PROBLEM TO SOLVE: Among the entries, which lines carry the string "controls"? Copy every one.

RECORDS FOR THE TASK:
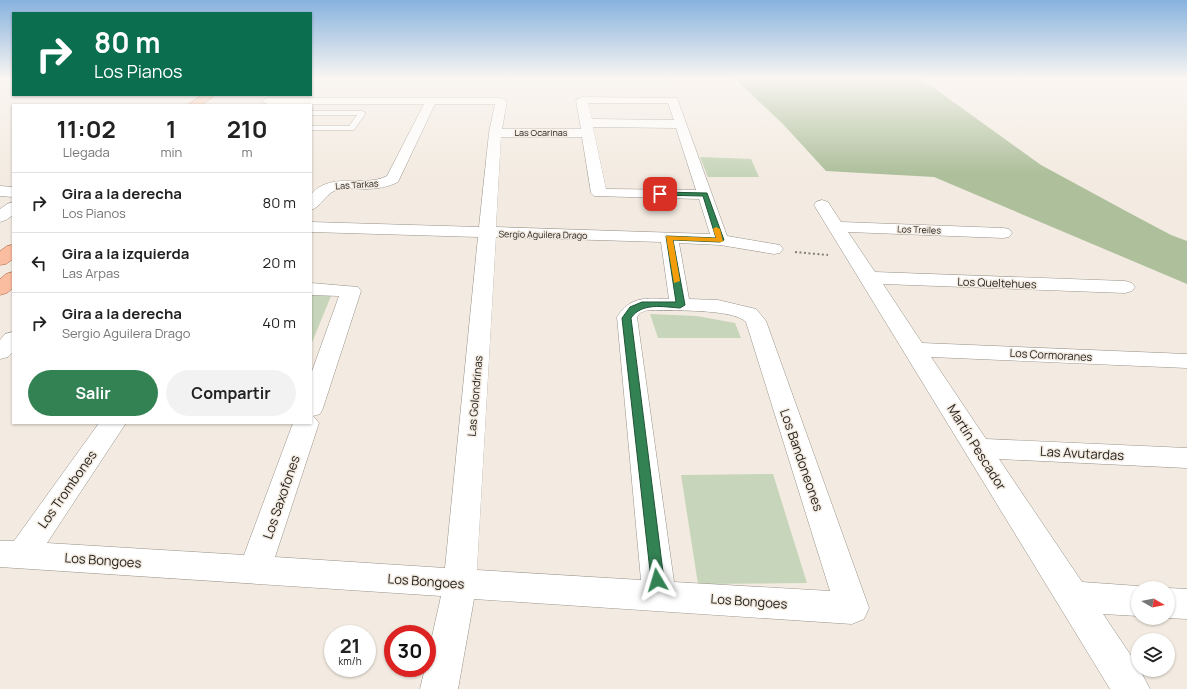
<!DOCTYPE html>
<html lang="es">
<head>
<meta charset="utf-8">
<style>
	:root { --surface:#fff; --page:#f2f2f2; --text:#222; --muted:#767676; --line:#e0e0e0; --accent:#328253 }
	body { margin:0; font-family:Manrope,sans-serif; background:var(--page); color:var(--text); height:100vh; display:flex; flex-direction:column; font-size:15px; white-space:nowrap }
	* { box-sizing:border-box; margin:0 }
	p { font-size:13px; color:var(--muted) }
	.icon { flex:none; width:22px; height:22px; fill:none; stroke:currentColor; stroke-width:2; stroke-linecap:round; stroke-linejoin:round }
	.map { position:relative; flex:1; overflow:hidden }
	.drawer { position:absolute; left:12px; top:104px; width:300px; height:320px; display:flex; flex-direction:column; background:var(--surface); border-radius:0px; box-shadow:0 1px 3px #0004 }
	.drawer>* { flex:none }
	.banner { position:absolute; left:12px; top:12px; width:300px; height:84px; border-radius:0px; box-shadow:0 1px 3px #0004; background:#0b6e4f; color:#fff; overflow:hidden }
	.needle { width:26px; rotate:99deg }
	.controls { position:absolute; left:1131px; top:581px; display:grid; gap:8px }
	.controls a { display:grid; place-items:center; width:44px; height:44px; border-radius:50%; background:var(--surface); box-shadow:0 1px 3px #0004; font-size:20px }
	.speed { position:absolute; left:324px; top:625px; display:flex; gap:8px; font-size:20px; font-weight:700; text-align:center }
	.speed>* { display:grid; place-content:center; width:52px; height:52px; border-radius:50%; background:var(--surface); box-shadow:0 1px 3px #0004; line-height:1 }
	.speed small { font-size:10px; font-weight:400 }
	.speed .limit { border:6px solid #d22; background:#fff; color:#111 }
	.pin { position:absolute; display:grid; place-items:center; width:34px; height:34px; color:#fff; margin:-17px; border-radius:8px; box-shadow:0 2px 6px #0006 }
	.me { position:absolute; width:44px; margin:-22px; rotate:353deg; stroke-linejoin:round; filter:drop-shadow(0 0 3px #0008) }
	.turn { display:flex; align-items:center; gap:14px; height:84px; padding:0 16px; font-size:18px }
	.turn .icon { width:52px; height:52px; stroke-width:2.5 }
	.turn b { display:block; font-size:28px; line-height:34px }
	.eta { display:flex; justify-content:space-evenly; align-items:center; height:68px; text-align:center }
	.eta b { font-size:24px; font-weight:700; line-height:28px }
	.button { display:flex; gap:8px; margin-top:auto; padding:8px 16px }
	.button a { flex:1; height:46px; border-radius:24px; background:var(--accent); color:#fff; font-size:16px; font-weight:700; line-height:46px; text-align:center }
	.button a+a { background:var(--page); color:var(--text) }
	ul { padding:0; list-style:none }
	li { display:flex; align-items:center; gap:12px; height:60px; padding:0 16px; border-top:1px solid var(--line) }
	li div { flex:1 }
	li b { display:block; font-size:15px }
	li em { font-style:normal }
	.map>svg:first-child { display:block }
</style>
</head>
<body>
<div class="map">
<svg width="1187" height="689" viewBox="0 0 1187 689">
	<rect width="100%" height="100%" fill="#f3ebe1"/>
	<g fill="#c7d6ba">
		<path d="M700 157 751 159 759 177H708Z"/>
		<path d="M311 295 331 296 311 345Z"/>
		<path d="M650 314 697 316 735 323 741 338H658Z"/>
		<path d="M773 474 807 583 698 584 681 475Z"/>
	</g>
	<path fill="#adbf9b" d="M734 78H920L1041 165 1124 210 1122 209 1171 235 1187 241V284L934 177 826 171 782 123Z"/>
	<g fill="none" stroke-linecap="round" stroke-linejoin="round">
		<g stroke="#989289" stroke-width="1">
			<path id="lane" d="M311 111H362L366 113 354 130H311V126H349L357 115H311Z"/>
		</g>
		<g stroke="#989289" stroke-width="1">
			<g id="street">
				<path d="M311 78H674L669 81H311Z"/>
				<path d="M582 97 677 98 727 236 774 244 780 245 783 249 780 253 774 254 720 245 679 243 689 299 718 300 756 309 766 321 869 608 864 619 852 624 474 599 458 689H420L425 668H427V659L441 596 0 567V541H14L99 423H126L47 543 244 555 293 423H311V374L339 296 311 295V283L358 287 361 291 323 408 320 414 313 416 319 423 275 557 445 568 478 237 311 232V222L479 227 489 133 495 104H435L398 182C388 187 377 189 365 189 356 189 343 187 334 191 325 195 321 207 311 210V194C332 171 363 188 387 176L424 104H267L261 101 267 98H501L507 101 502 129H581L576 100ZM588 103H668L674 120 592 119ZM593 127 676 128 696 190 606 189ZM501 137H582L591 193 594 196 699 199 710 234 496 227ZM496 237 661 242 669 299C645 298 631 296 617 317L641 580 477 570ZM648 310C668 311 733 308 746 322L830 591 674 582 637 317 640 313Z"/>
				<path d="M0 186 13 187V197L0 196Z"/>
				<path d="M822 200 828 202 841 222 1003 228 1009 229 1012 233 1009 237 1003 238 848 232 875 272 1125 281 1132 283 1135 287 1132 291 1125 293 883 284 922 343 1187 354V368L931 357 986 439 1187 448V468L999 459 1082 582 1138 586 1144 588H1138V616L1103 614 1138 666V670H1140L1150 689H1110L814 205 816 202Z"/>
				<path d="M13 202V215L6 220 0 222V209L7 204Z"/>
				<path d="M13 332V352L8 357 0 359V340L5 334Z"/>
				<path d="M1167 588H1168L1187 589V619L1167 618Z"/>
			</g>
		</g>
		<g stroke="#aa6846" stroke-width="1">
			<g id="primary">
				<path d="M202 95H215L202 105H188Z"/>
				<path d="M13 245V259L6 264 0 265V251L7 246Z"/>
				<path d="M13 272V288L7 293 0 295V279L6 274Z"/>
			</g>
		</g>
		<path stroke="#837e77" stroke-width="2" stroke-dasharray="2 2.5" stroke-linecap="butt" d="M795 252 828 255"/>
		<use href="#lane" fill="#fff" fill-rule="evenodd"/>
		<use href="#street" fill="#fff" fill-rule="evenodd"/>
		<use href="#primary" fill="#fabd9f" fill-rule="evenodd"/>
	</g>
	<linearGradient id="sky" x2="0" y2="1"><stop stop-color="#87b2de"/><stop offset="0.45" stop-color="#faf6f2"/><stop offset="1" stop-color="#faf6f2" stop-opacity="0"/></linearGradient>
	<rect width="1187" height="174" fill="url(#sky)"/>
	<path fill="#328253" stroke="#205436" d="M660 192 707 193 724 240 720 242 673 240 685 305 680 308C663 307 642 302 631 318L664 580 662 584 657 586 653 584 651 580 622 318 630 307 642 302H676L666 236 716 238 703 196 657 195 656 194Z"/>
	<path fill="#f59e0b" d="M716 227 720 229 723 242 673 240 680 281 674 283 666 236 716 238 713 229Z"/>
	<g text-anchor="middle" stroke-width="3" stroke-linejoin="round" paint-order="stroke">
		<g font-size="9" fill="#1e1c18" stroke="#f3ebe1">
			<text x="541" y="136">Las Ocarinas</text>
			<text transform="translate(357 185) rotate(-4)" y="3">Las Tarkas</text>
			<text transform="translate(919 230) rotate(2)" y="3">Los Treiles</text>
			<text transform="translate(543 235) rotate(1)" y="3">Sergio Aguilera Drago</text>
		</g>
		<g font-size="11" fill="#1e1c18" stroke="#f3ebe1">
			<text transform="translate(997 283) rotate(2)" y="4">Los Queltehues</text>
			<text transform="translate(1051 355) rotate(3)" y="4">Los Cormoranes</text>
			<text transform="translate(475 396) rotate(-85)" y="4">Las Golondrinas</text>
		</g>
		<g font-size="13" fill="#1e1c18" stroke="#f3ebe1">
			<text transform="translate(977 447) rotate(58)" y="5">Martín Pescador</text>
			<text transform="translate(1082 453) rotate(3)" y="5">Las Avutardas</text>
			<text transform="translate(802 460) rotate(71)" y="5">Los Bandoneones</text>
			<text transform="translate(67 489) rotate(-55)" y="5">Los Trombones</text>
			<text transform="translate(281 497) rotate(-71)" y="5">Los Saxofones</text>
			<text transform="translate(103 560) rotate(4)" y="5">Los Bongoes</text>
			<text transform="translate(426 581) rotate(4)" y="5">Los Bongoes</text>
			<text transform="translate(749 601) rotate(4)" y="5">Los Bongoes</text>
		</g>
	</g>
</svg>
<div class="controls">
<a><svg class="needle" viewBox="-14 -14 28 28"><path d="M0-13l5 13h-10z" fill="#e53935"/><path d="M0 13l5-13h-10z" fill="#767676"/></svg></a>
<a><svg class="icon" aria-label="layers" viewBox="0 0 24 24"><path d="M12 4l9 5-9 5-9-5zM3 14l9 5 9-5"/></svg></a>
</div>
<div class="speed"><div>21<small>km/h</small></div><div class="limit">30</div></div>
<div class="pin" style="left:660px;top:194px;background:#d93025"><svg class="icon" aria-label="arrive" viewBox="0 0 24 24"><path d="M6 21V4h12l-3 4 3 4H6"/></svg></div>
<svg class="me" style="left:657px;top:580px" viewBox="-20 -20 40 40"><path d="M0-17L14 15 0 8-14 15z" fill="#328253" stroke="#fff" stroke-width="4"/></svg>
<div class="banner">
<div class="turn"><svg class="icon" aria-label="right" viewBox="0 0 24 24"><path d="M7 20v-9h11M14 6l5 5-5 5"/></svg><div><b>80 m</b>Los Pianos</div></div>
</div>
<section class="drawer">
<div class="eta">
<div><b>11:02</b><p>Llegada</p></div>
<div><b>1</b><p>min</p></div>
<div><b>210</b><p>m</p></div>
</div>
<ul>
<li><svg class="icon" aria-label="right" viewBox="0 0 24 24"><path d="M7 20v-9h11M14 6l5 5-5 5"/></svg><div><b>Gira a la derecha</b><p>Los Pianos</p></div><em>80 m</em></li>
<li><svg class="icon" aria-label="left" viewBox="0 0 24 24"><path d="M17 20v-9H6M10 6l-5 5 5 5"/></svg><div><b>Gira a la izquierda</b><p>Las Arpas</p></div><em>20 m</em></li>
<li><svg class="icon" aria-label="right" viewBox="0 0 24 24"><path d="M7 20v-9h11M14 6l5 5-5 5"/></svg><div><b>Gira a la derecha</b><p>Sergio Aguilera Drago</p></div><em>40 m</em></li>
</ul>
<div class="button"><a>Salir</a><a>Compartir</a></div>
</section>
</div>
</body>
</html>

YOUR RESPONSE:
	.controls { position:absolute; left:1131px; top:581px; display:grid; gap:8px }
	.controls a { display:grid; place-items:center; width:44px; height:44px; border-radius:50%; background:var(--surface); box-shadow:0 1px 3px #0004; font-size:20px }
<div class="controls">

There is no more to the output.